Not so for Germany 2006. I work in the occupational health department of a medium-sized financial services firm, and have received a number of alarmed phone calls from both line managers and HR colleagues in recent weeks.
“What are we doing about World Cup sickies?” they cry, clutching marketing material from suppliers who are making ever more outlandish claims.
Apparently, UK plc will lose £1bn every day that England are in the World Cup due to mass absence, while fans of other nations and women will mount discrimination claims if England supporters (who, by this definition, are supposedly all male) are allowed to leave work a few minutes early to watch a game.
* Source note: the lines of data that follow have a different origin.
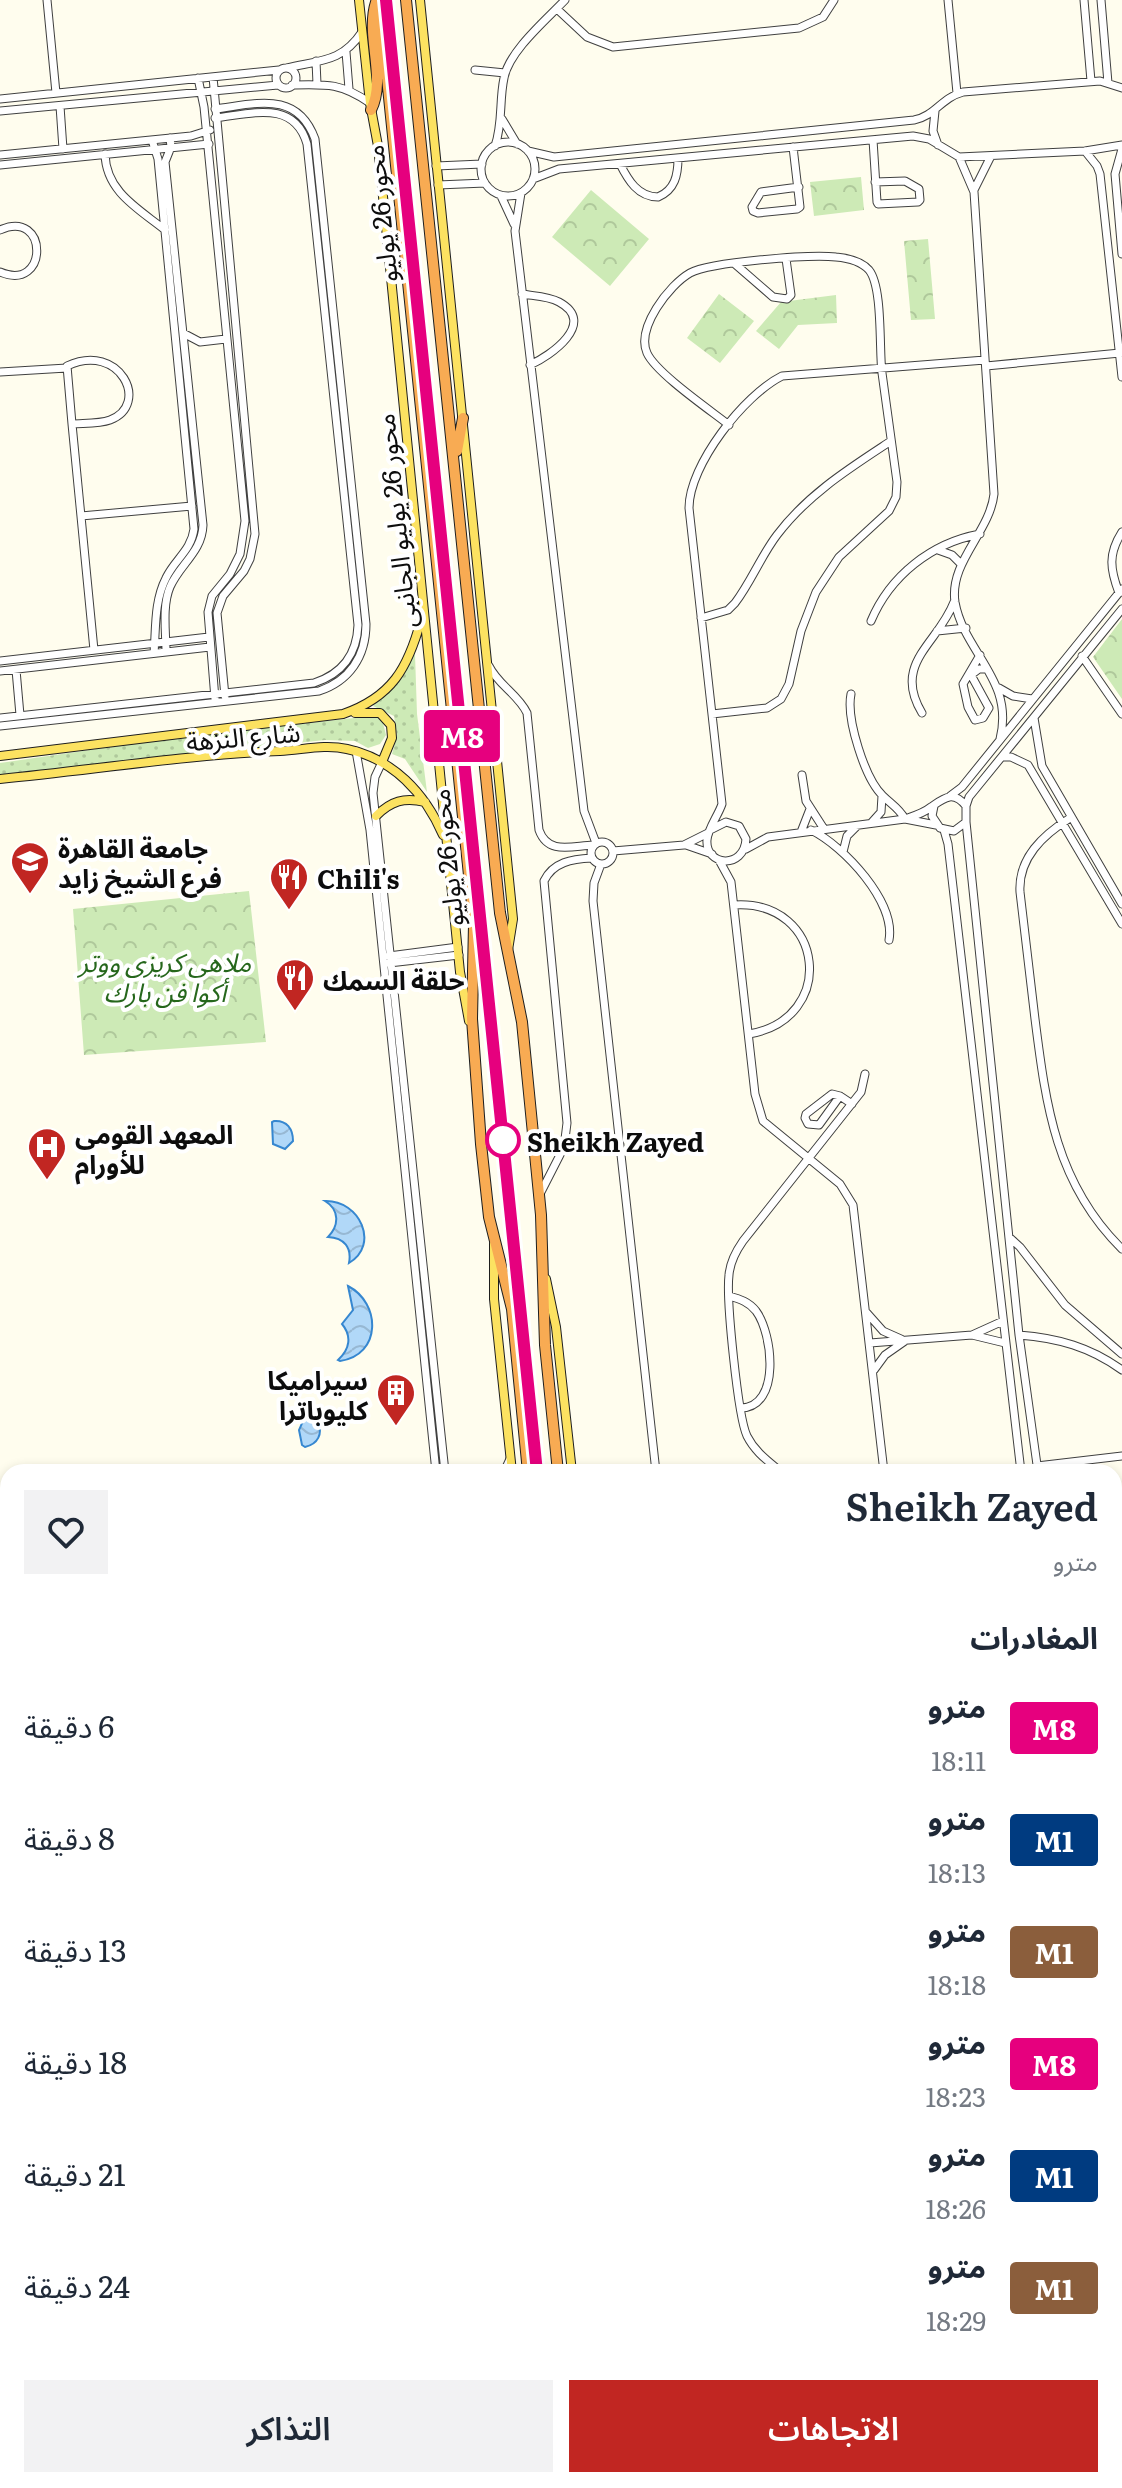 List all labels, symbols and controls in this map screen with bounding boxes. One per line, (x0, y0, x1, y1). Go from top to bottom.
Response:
street label: محور 26 يوليو (352, 143, 406, 285)
street label: محور 26 يوليو الجانبى (363, 412, 425, 630)
line badge: M8 (426, 710, 498, 762)
street label: شارع النزهة (184, 711, 302, 761)
text: M8 (440, 715, 484, 757)
street label: محور 26 يوليو (418, 787, 472, 929)
place label: جامعة القاهرة فرع الشيخ زايد (58, 827, 222, 898)
school or university icon: جامعة القاهرة فرع الشيخ زايد (9, 840, 51, 895)
restaurant icon: Chili's (268, 856, 310, 911)
place label: Chili's (317, 858, 400, 897)
park label: ملاهى كريزى ووتر أكوا فن بارك (77, 941, 252, 1010)
restaurant icon: حلقة السمك (274, 957, 316, 1012)
place label: حلقة السمك (323, 959, 465, 998)
place label: المعهد القومى للأورام (75, 1113, 233, 1185)
place label: Sheikh Zayed (527, 1121, 704, 1160)
marker: Sheikh Zayed (486, 1123, 520, 1157)
hospital icon: المعهد القومى للأورام (26, 1126, 68, 1181)
place label: سيراميكا كليوباترا (267, 1359, 369, 1428)
building icon: سيراميكا كليوباترا (375, 1372, 417, 1427)
text: Sheikh Zayed (845, 1476, 1098, 1533)
button: heart (24, 1490, 108, 1574)
text: مترو (1053, 1540, 1098, 1579)
text: المغادرات (970, 1614, 1098, 1658)
text: مترو (928, 1683, 986, 1727)
text: 6 دقيقة (24, 1703, 114, 1747)
text: M8 (1032, 1707, 1076, 1749)
text: 18:11 (931, 1740, 986, 1779)
text: مترو (928, 1795, 986, 1839)
text: 8 دقيقة (24, 1815, 115, 1859)
text: M1 (1034, 1819, 1074, 1861)
text: 18:13 (928, 1852, 986, 1891)
text: مترو (928, 1907, 986, 1951)
text: 13 دقيقة (24, 1927, 127, 1971)
text: M1 (1034, 1931, 1074, 1973)
text: 18:18 (928, 1964, 986, 2003)
text: مترو (928, 2019, 986, 2063)
text: 18 دقيقة (24, 2039, 127, 2083)
text: M8 (1032, 2043, 1076, 2085)
text: 18:23 (925, 2076, 986, 2115)
text: مترو (928, 2131, 986, 2175)
text: 21 دقيقة (24, 2151, 126, 2195)
text: M1 (1034, 2155, 1074, 2197)
text: 18:26 (926, 2188, 986, 2227)
text: مترو (928, 2243, 986, 2287)
text: 24 دقيقة (24, 2263, 130, 2307)
text: M1 (1034, 2267, 1074, 2309)
text: 18:29 (926, 2300, 986, 2339)
button: التذاكر (24, 2380, 553, 2472)
button: الاتجاهات (569, 2380, 1098, 2472)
Really?
One of the absence management specialists who contacted our HR department compared the situation to last summer’s Ashes series, when absence allegedly rose by 20%. But isn’t cricket on all day? And aren’t all of England’s World Cup games at the weekend and in the evening (the earliest start being 5pm)?
Sure, if you’re in an industry such as retail or hospitality, there will be some impact, but the nature of those sectors means there should be enough staff to go around.
I can only speak about my own office, but people seem to be enjoying coming to work to discuss the matches and, in many cases, staff are interacting with colleagues in other departments for the first time (even, god forbid, women).
Enjoy it while it lasts.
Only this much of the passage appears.